[PROBLEM TO SOLVE] An exact copy of the entries below is required, with all pictures removed.

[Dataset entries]

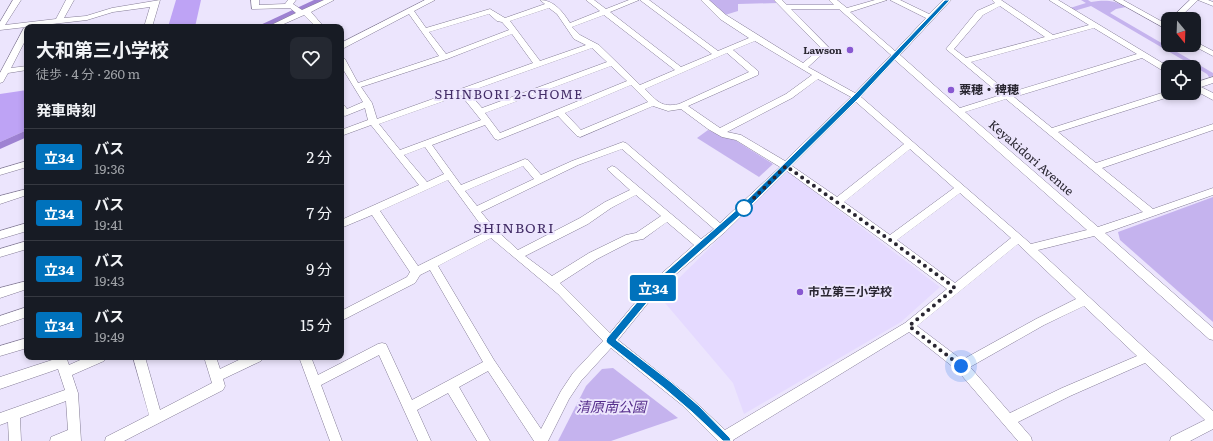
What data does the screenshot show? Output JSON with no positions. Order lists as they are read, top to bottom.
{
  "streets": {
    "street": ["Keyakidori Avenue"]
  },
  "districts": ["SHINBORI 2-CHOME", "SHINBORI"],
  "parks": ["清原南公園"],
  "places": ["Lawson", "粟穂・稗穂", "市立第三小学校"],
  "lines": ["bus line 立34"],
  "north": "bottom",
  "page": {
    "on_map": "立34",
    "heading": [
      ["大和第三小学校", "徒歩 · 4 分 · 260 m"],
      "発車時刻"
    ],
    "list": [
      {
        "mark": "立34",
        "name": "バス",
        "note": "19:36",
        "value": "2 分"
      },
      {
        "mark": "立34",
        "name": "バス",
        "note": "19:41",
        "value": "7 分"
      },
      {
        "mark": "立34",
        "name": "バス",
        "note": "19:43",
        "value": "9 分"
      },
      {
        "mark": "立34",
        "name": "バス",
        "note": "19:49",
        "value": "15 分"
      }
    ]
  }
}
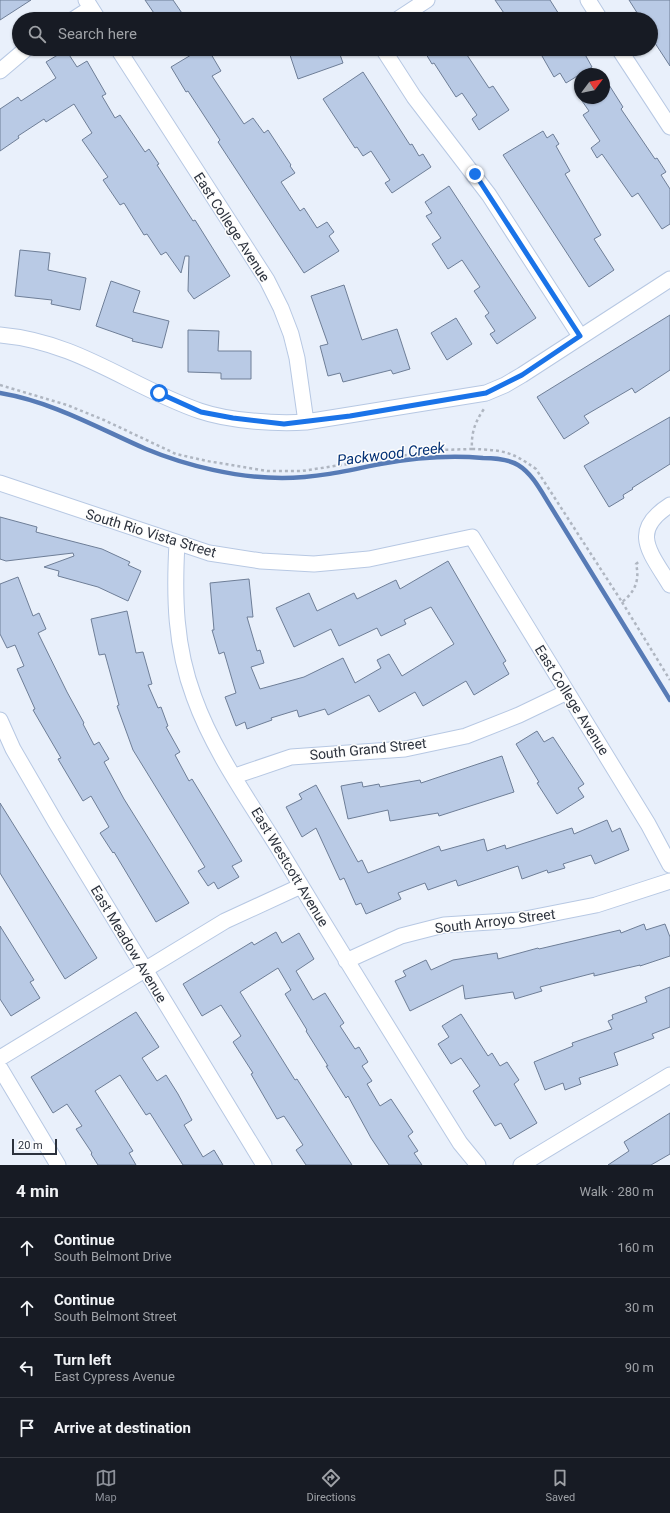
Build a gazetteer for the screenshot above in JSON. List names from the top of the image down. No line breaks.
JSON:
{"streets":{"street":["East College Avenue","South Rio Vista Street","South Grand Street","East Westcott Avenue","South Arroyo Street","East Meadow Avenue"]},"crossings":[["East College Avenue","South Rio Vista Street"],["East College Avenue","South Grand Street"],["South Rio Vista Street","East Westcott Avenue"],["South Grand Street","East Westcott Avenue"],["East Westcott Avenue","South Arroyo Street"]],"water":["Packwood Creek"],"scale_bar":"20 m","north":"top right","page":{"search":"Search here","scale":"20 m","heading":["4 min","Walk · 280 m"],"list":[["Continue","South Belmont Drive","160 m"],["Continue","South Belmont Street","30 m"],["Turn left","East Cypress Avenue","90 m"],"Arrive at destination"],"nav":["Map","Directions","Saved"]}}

[SOLUTION TO THE PROBLEM]
What data does the screenshot show? Output JSON with no positions. Order lists as they are read, top to bottom.
{
  "streets": {
    "street": ["Keyakidori Avenue"]
  },
  "districts": ["SHINBORI 2-CHOME", "SHINBORI"],
  "parks": ["清原南公園"],
  "places": ["Lawson", "粟穂・稗穂", "市立第三小学校"],
  "lines": ["bus line 立34"],
  "north": "bottom",
  "page": {
    "on_map": "立34",
    "heading": [
      ["大和第三小学校", "徒歩 · 4 分 · 260 m"],
      "発車時刻"
    ],
    "list": [
      {
        "mark": "立34",
        "name": "バス",
        "note": "19:36",
        "value": "2 分"
      },
      {
        "mark": "立34",
        "name": "バス",
        "note": "19:41",
        "value": "7 分"
      },
      {
        "mark": "立34",
        "name": "バス",
        "note": "19:43",
        "value": "9 分"
      },
      {
        "mark": "立34",
        "name": "バス",
        "note": "19:49",
        "value": "15 分"
      }
    ]
  }
}
Build a gazetteer for the screenshot above in JSON. List names from the top of the image down. No line breaks.
JSON:
{"streets":{"street":["East College Avenue","South Rio Vista Street","South Grand Street","East Westcott Avenue","South Arroyo Street","East Meadow Avenue"]},"crossings":[["East College Avenue","South Rio Vista Street"],["East College Avenue","South Grand Street"],["South Rio Vista Street","East Westcott Avenue"],["South Grand Street","East Westcott Avenue"],["East Westcott Avenue","South Arroyo Street"]],"water":["Packwood Creek"],"scale_bar":"20 m","north":"top right","page":{"search":"Search here","scale":"20 m","heading":["4 min","Walk · 280 m"],"list":[["Continue","South Belmont Drive","160 m"],["Continue","South Belmont Street","30 m"],["Turn left","East Cypress Avenue","90 m"],"Arrive at destination"],"nav":["Map","Directions","Saved"]}}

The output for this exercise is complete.